Nelle fiabe non si pone l’attenzione su ciò che si fa di male, bensì sui significati, sui gesti alternativi, sulle possibili strade, come possibilità, senza giudizi. Si comprende che se si va in una direzione si ottiene qualcosa di buono, ma non c’è condanna, come invece appare nella favola.
Senza pensare poi, che la cicala non fa niente di diverso di quanto contenuto nella sua natura, lei non ha scelte!
Sembra lo stesso messaggio, ma non lo è. Si tratta di dare l’accento alle opzioni propositive, anziché al giudizio, si propende per la costruzione anziché per la condanna.
L’emozioni in primo piano nelle fiabe sono la speranza, la fiducia, la curiosità, la passione, nella fiaba in primo piano risuona il dovere, la rabbia, la rivendicazione!
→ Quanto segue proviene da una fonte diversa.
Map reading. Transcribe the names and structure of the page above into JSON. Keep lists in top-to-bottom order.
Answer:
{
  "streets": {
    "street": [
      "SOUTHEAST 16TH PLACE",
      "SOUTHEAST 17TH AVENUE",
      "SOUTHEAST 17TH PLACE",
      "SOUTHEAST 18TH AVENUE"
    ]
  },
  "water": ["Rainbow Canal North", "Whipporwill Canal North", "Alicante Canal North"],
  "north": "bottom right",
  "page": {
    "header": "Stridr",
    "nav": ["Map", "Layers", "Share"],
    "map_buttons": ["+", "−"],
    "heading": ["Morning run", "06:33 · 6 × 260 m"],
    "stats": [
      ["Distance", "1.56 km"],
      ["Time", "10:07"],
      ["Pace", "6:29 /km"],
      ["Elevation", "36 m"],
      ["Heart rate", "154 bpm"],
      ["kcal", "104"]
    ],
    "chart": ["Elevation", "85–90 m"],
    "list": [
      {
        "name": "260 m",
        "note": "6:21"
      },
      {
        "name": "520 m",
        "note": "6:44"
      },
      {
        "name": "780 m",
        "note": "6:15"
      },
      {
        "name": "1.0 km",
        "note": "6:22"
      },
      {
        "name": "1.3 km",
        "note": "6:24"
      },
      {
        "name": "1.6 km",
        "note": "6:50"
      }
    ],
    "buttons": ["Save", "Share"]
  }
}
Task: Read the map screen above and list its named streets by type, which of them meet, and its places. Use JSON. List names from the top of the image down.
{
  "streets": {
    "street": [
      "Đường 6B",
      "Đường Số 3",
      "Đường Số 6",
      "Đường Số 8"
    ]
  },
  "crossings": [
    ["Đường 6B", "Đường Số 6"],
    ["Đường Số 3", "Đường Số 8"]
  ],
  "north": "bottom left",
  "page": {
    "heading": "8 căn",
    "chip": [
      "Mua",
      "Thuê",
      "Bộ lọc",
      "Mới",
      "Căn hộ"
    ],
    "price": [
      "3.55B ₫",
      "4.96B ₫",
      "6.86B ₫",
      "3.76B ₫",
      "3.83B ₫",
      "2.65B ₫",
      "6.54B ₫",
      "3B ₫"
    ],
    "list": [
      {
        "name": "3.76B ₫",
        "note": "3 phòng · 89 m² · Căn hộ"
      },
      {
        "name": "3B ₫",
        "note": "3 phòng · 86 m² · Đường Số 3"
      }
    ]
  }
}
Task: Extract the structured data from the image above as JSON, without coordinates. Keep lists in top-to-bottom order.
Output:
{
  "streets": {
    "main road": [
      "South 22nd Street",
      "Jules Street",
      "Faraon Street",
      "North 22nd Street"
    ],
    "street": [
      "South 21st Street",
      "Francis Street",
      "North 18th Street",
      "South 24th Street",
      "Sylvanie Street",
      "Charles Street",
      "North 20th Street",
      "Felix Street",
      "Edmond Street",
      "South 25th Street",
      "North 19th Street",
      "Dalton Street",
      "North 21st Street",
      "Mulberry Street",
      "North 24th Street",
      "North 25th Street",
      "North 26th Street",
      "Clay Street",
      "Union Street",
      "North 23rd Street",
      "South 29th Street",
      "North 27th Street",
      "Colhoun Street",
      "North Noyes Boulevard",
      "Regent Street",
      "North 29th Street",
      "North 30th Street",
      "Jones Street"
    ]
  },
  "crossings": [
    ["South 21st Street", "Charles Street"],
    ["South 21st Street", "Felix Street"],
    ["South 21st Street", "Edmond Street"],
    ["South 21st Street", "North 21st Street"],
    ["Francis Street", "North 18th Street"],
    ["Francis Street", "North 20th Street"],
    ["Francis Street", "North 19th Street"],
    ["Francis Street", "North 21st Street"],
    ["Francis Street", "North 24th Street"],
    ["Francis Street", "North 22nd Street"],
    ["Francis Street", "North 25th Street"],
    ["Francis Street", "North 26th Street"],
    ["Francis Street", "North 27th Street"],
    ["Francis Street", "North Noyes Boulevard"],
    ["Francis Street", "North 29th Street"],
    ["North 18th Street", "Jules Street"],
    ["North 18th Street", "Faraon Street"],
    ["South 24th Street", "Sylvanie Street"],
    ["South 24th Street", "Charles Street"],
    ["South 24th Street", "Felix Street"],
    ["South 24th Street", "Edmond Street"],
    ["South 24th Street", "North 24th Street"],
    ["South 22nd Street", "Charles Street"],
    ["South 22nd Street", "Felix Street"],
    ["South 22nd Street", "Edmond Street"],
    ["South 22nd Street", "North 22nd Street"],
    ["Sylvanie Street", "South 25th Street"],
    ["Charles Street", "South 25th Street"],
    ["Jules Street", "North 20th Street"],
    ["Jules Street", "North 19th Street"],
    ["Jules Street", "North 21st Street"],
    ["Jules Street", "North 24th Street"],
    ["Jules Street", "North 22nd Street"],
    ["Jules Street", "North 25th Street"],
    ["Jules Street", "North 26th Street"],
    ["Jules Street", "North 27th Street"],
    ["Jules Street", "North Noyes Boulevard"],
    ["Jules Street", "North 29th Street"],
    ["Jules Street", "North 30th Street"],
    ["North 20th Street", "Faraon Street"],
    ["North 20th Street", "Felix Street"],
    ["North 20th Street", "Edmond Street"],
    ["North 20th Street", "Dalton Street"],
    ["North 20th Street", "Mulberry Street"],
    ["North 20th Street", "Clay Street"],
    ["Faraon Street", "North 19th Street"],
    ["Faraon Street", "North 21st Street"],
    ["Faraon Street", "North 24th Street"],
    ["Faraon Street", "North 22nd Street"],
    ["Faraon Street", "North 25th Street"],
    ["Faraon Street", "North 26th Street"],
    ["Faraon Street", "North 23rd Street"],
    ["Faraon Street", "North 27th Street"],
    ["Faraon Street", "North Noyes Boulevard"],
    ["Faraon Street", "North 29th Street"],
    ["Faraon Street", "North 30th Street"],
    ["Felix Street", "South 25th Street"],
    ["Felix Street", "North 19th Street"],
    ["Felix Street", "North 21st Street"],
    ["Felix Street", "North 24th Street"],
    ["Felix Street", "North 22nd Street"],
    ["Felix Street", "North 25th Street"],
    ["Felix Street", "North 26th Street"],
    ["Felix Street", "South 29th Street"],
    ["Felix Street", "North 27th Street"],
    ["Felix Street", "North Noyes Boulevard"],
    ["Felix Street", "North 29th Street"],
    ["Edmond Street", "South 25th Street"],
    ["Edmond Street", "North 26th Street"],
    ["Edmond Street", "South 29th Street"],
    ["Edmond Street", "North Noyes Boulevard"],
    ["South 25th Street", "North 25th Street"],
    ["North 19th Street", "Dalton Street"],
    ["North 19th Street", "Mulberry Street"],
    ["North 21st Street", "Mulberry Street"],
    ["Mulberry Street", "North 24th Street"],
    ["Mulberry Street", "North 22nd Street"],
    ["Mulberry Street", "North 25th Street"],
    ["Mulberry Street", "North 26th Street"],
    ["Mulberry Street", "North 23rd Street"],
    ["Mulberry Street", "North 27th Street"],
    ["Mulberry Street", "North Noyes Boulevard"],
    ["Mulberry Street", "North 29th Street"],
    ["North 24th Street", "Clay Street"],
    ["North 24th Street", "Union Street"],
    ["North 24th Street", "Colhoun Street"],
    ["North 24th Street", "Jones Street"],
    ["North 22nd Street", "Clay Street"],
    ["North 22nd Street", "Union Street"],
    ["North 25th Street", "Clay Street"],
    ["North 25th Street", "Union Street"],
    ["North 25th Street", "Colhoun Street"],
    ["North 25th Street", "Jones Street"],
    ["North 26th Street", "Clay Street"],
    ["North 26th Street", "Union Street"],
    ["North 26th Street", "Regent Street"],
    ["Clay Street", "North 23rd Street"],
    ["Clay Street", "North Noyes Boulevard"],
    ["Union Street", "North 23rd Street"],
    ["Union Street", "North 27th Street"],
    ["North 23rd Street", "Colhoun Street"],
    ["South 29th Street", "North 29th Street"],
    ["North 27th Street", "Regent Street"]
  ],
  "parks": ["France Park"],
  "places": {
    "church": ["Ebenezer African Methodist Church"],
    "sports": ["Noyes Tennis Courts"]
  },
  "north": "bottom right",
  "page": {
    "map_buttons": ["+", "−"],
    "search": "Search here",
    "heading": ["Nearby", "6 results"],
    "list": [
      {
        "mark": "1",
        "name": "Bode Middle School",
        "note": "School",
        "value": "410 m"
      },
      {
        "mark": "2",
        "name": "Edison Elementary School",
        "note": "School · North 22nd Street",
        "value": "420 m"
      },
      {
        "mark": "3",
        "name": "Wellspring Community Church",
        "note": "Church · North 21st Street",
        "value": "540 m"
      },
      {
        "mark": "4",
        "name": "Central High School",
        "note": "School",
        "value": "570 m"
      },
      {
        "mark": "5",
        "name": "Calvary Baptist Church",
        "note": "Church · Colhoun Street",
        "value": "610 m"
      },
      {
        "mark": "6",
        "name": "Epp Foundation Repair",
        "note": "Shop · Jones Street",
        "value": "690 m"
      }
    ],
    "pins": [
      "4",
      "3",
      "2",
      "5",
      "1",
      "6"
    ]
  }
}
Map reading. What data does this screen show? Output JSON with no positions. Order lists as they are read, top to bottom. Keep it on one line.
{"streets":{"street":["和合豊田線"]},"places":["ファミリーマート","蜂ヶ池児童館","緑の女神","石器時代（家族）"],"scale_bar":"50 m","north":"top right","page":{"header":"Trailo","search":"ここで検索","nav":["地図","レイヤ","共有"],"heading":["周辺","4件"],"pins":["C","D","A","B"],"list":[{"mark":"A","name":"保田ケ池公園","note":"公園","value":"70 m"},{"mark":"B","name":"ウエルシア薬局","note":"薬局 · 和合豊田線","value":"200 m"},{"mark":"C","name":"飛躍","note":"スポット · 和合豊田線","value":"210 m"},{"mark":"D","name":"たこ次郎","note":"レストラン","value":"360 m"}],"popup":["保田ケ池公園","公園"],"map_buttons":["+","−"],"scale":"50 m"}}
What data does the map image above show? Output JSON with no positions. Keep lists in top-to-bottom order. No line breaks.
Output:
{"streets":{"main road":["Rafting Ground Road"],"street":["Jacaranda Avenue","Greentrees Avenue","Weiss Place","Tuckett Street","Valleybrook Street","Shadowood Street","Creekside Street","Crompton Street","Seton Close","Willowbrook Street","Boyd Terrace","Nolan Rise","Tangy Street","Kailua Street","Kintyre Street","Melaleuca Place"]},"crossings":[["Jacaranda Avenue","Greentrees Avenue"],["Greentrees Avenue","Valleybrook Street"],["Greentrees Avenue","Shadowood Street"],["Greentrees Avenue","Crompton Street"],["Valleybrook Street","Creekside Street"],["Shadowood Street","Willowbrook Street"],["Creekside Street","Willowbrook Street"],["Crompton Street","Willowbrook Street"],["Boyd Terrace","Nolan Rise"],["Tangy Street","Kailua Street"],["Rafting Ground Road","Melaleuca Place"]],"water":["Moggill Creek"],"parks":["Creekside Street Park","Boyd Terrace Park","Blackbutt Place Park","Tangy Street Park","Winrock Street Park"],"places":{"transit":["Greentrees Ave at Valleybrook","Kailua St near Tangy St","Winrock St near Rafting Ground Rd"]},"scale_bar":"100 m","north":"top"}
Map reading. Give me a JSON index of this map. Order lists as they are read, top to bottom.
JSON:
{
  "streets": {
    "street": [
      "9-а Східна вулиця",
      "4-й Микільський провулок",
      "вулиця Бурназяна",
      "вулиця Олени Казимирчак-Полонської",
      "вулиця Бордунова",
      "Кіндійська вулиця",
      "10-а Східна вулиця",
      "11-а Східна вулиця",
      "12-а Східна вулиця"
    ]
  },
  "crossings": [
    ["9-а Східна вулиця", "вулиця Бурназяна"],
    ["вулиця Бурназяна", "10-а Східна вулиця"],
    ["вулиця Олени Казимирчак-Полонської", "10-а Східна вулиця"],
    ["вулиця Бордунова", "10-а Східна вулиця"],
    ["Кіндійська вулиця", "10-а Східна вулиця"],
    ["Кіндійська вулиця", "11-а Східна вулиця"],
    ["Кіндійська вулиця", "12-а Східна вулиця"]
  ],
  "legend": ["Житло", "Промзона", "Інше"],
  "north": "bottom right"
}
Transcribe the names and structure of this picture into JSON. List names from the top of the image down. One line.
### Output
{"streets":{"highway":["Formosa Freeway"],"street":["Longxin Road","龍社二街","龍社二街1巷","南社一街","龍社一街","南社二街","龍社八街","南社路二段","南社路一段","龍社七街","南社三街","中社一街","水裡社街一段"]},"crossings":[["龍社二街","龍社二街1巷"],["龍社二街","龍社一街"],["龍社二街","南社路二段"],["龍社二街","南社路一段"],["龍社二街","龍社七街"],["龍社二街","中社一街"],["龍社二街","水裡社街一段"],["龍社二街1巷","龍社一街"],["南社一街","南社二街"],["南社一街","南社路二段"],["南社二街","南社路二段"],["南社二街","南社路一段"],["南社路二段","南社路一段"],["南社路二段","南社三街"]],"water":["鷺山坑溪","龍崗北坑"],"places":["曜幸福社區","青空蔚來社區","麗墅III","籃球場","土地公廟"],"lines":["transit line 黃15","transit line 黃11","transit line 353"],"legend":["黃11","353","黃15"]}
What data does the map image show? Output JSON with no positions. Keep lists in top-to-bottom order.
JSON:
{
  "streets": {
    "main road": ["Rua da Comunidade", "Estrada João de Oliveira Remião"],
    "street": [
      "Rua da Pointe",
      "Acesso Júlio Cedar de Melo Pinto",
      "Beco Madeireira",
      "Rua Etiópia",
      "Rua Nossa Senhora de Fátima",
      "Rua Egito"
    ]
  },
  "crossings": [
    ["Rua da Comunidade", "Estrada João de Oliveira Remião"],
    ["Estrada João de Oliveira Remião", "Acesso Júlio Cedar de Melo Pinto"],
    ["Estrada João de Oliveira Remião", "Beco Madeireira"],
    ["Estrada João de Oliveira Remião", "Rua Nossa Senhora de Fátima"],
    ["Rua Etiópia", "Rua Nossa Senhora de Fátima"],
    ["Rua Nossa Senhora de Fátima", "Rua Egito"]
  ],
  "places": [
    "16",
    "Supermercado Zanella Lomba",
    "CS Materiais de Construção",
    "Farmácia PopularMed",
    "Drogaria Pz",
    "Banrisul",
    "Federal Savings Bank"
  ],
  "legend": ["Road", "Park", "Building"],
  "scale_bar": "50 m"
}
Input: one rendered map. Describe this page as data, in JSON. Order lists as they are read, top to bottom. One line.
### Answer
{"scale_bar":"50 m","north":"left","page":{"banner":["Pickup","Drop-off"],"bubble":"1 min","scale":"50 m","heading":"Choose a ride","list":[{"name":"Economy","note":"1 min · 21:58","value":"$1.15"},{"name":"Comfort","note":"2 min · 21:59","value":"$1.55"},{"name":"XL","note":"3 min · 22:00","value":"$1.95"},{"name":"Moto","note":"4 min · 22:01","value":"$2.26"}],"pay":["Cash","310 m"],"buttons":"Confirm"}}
Come dire il bicchiere mezzo pieno o mezzo vuoto!
Anni fa ho conosciuto un uomo, figlio di un insegnante di lettere.
Bhe, la madre ha trascorso tutti gli anni della sua infanzia a leggergli favole di Fedro e di altri classici!
Sicuramente s’è fatto una cultura, ma i danni emotivi non sono stati da poco! Non voglio dire che le favole siano strumenti di distruzione, ma sicuramente contribuiscono ad inviare dei messaggi critici e non costruttivi. Non è di poco conto.
Niente deve essere eliminato, tutto concorre alla comprensione, ma la varietà è importante e sicuramente negli anni dell’infanzia è preferibile selezionare alcuni strumenti piuttosto che altri, rimandare certi elementi, a momenti successivi, quando le capacità critiche siano maggiormente sviluppate.